Comment by websiteapi

2 months ago

I wonder if it works for speaker diarization out of the box. I've found that open source speaker diarization that doesn't require a lot of tweaking is basically non-existent.

6 comments

websiteapi

hamza_q_ 2 months ago

Yeah I was frustrated by slow and hard to use OSS diarization too; recently released a library to address that, check it out: https://github.com/narcotic-sh/senko

Also https://zanshin.sh, if you'd like speaker diarization when watching YouTube videos

noman-land 2 months ago
Hey, thanks for this. Been trying it out and it's very fast but seems to hear more speakers than are in the audio. I didn't see a way to tweak speaker similarity settings or merge speakers in some way.
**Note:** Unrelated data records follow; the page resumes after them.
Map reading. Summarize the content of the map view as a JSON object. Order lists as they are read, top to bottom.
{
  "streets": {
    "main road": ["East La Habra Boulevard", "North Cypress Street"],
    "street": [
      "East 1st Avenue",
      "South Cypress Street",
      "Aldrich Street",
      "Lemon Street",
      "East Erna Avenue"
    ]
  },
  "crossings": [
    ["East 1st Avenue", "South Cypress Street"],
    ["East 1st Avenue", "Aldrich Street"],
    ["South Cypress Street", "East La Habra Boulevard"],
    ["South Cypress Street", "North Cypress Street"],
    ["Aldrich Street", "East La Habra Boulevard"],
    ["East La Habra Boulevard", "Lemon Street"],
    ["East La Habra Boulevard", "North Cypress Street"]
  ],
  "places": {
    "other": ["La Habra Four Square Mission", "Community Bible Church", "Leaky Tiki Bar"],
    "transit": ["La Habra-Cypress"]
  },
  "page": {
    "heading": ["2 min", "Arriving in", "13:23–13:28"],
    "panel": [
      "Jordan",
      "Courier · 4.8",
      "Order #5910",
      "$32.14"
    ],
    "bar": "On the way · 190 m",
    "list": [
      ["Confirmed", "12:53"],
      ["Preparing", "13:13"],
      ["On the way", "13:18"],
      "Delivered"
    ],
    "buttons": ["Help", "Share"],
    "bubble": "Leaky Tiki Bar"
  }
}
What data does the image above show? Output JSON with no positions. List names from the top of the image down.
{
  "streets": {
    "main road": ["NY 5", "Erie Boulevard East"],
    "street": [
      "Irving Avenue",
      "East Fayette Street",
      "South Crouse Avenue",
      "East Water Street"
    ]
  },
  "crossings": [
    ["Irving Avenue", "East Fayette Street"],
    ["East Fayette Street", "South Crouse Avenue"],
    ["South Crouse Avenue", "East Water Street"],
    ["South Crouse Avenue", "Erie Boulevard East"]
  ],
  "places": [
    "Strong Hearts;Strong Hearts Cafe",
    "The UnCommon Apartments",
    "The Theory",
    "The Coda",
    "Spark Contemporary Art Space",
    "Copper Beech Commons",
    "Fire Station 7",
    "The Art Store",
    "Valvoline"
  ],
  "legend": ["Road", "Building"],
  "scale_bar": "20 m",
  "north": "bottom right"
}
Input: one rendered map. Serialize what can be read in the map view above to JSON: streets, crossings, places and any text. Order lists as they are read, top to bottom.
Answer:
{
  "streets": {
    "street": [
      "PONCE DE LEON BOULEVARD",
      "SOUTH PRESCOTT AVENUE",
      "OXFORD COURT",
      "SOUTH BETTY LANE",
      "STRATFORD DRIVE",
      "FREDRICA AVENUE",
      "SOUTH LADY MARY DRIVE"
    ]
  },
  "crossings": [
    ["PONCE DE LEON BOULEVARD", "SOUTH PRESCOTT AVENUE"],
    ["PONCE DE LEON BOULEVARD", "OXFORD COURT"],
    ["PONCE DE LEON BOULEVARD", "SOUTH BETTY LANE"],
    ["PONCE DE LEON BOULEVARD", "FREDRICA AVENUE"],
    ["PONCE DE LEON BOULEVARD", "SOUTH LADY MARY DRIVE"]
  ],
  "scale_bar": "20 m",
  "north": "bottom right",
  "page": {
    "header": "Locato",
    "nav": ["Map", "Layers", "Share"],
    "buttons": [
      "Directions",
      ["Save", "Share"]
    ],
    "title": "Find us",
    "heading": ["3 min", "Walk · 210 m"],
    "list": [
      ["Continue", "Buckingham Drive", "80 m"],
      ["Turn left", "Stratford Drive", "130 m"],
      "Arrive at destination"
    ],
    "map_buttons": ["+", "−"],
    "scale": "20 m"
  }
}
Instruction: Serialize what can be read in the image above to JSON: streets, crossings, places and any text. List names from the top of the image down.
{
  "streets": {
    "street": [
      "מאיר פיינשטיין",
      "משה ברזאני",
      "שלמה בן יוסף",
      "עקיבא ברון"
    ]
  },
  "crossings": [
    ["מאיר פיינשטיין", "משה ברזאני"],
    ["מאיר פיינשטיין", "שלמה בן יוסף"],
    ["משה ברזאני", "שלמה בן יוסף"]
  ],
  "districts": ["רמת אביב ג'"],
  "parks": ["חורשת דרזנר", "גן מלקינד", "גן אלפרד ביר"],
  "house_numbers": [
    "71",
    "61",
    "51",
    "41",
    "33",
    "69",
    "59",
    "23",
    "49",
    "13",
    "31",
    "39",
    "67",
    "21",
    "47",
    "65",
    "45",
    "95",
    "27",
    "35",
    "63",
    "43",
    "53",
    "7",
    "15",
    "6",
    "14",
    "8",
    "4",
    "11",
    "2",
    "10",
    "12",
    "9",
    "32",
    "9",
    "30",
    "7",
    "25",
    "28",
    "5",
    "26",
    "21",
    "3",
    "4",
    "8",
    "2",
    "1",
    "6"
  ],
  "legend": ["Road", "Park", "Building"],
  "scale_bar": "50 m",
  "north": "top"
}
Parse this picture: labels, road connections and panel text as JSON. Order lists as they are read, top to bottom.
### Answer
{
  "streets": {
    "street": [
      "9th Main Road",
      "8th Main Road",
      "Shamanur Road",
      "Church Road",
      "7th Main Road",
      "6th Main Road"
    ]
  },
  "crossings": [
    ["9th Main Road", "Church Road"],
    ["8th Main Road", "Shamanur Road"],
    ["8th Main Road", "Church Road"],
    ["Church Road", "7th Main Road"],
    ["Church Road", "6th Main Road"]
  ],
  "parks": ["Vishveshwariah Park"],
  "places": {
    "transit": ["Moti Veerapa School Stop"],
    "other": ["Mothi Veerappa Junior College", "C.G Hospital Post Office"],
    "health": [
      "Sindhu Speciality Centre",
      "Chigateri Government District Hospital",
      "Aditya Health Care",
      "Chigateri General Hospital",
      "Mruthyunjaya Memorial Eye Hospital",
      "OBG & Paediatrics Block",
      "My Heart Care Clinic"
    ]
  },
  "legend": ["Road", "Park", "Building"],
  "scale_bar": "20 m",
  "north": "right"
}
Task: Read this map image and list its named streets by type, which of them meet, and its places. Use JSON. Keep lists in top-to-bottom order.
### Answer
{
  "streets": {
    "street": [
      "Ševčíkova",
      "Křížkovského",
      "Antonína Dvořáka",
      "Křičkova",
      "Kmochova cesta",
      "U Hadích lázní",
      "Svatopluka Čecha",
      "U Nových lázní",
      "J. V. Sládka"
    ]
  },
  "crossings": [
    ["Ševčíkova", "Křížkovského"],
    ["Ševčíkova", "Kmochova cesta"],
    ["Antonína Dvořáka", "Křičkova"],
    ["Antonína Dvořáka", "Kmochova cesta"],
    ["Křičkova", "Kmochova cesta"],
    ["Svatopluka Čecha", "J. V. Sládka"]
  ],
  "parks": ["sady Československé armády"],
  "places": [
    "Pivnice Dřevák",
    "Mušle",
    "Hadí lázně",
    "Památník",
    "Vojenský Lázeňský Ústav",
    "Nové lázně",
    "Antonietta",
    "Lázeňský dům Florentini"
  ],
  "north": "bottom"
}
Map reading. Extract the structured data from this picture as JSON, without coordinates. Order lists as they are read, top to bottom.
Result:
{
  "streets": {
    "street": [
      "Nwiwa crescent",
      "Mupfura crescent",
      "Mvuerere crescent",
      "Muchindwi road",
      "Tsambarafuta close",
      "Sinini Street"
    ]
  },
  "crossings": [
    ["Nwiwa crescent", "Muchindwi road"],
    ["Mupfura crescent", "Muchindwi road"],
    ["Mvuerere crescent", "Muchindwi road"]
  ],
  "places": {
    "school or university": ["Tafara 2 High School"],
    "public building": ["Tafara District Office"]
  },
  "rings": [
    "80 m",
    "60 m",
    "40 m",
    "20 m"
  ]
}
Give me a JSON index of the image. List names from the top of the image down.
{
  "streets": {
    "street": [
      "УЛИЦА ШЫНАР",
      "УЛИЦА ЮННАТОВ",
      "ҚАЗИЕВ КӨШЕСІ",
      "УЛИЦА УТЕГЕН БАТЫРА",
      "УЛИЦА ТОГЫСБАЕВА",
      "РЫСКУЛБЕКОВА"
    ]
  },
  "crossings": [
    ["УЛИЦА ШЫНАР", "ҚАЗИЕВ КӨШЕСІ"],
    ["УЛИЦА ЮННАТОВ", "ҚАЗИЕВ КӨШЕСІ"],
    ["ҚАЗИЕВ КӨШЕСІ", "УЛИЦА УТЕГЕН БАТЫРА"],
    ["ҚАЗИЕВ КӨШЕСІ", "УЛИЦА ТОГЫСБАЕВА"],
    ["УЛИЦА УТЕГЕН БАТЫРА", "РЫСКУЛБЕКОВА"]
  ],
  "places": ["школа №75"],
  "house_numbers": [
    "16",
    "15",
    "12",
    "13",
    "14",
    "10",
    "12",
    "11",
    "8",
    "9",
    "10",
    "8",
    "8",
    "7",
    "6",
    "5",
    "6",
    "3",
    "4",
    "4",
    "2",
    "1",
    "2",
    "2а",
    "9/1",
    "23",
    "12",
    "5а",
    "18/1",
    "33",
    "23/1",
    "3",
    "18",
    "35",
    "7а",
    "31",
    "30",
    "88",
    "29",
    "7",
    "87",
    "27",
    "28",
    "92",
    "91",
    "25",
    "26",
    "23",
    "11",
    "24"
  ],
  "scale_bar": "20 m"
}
Any advice?
- hamza_q_ 2 months ago
  
  Thanks for checking it out!
  Yeah unfortunately, since the diarization is acoustic features based, it really does require high recorded voice fidelity/quality to get the best results. However, I just added another knob to the Diarizer class called mer_cos, which controls the speaker merging threshold. The default is 0.875, so perhaps try lowering to 0.8. That should help.
  I'll also get around to adding a oracle/min/max speakers feature at some point, for cases where you know the exact number of speakers ahead of time, or wanna set upper/lower bounds. Gotten busy with another project, so haven't done it yet. PR's welcome though! haha
  
  2 replies →
websiteapi 2 months ago

looks interesting. will check it out.